Problem
The first line of the entries below, the line containing "display:grid; place-items:center; width:120px;", and every line between them should be repeated exactly, and nothing else.

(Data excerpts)
--- START ---
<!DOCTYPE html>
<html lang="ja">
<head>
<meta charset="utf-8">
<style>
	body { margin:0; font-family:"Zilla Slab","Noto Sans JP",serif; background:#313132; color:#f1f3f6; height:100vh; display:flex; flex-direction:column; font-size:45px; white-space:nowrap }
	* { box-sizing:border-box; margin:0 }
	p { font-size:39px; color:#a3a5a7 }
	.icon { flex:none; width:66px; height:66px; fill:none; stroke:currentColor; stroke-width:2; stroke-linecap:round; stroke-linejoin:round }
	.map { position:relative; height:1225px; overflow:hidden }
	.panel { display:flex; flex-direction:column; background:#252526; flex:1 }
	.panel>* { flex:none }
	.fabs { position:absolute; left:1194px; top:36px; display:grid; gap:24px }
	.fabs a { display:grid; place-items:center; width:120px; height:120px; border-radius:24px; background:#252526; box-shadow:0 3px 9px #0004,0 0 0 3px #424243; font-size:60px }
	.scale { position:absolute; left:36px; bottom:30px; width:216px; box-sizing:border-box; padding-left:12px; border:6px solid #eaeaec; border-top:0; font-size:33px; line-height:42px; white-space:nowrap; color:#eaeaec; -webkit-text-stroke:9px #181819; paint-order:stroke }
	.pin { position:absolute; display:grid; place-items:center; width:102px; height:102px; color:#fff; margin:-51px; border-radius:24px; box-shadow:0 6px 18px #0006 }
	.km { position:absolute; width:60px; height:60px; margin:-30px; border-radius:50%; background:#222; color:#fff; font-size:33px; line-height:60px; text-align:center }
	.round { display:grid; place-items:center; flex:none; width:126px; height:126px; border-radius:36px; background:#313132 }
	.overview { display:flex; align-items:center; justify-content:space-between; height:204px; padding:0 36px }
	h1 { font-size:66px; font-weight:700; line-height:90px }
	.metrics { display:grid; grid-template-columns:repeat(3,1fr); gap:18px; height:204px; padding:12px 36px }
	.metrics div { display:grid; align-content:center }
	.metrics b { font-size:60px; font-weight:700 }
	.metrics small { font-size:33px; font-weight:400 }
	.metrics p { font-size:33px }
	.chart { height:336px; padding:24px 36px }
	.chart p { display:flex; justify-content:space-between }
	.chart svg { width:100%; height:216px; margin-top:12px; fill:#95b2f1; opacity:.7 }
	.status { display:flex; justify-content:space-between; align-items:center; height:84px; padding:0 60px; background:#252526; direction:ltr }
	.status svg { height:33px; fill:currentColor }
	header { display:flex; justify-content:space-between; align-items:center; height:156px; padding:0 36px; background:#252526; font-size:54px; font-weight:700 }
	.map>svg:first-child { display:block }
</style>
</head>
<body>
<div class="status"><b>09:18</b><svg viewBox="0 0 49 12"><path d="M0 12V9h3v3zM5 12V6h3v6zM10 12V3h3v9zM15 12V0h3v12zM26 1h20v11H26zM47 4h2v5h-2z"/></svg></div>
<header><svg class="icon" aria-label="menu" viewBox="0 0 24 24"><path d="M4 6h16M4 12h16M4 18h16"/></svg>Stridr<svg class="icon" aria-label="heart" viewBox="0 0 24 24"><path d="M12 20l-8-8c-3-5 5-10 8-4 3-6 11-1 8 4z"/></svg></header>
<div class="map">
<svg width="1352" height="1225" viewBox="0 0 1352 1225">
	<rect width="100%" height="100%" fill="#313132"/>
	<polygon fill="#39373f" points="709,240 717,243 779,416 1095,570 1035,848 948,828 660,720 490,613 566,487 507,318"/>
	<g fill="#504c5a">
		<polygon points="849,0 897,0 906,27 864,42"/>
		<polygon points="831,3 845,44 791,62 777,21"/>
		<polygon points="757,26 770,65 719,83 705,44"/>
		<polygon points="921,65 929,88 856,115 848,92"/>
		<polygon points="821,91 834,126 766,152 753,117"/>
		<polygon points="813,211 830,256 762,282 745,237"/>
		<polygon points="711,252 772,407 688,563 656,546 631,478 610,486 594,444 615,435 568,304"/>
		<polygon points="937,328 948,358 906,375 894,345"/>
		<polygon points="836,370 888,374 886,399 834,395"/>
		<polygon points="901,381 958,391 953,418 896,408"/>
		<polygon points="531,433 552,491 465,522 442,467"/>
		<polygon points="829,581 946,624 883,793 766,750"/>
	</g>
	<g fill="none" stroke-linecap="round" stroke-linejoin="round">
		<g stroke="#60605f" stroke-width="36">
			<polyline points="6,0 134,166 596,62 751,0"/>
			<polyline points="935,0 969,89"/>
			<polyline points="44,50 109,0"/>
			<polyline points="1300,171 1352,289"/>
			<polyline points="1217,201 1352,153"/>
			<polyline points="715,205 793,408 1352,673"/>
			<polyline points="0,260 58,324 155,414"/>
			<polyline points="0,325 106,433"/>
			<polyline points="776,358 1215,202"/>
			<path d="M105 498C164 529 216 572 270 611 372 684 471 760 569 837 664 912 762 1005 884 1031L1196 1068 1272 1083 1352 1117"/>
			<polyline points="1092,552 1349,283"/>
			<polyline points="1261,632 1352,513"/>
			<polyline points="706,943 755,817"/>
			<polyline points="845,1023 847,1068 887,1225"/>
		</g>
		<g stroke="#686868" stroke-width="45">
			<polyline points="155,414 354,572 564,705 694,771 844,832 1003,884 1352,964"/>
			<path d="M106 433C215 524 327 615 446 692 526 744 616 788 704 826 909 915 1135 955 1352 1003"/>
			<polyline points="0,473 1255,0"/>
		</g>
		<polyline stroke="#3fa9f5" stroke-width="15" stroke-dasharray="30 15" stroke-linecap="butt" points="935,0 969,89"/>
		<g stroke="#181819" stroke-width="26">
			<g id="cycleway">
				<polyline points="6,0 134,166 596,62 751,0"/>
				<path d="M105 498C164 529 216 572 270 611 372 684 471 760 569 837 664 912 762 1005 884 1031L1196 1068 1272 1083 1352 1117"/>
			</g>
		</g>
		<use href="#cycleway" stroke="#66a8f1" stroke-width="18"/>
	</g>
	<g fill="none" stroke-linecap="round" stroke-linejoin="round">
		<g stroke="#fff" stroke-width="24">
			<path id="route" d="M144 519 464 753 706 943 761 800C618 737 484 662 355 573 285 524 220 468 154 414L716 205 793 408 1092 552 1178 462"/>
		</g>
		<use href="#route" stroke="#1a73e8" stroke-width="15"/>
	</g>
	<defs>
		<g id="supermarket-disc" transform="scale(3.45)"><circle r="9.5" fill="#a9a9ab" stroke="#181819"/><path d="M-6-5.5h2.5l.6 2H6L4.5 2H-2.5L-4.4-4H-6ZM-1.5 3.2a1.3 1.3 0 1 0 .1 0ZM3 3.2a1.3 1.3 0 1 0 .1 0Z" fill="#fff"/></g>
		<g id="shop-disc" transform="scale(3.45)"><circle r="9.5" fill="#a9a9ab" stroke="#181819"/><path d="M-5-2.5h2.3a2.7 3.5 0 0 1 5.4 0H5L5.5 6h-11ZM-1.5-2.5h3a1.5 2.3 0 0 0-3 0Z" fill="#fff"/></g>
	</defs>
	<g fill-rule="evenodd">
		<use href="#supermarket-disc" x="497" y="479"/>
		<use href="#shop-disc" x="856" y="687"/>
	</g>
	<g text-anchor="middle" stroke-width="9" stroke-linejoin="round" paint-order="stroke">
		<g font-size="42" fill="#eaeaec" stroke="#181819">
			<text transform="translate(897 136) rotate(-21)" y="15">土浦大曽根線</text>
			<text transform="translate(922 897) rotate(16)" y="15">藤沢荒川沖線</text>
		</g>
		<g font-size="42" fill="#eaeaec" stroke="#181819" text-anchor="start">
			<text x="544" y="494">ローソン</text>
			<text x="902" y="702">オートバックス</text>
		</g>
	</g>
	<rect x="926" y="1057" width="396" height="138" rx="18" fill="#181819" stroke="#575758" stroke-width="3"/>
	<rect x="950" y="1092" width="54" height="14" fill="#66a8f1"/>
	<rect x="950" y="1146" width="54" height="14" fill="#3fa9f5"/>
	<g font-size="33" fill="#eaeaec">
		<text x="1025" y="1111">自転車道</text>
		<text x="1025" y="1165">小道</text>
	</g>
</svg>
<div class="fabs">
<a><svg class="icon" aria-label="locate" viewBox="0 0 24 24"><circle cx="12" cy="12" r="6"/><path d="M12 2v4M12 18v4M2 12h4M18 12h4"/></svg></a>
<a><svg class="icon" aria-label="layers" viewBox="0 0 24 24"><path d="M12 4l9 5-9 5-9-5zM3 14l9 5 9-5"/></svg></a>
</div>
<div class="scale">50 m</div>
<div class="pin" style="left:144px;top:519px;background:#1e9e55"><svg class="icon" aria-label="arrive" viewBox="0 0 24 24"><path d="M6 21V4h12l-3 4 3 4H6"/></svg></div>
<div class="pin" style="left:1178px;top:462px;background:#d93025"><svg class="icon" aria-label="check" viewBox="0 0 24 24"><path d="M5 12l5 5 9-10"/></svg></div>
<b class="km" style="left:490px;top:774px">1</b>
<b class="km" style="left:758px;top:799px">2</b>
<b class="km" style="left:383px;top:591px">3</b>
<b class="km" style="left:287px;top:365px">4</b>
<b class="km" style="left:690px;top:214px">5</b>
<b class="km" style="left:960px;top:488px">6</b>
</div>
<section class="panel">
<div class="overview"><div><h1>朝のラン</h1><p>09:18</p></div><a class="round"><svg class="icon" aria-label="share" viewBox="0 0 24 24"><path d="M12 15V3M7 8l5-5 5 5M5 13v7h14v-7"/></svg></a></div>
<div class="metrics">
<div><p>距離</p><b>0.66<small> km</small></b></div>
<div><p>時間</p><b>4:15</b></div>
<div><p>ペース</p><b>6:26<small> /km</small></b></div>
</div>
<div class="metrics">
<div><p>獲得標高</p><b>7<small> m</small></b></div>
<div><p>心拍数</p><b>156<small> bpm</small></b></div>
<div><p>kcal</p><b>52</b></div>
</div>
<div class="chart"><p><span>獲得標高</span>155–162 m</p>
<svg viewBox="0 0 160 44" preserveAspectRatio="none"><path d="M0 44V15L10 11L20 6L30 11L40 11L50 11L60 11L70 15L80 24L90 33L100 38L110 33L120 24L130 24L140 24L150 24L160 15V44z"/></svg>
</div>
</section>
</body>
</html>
--- END ---
Reply to the exercise
<!DOCTYPE html>
<html lang="ja">
<head>
<meta charset="utf-8">
<style>
	body { margin:0; font-family:"Zilla Slab","Noto Sans JP",serif; background:#313132; color:#f1f3f6; height:100vh; display:flex; flex-direction:column; font-size:45px; white-space:nowrap }
	* { box-sizing:border-box; margin:0 }
	p { font-size:39px; color:#a3a5a7 }
	.icon { flex:none; width:66px; height:66px; fill:none; stroke:currentColor; stroke-width:2; stroke-linecap:round; stroke-linejoin:round }
	.map { position:relative; height:1225px; overflow:hidden }
	.panel { display:flex; flex-direction:column; background:#252526; flex:1 }
	.panel>* { flex:none }
	.fabs { position:absolute; left:1194px; top:36px; display:grid; gap:24px }
	.fabs a { display:grid; place-items:center; width:120px; height:120px; border-radius:24px; background:#252526; box-shadow:0 3px 9px #0004,0 0 0 3px #424243; font-size:60px }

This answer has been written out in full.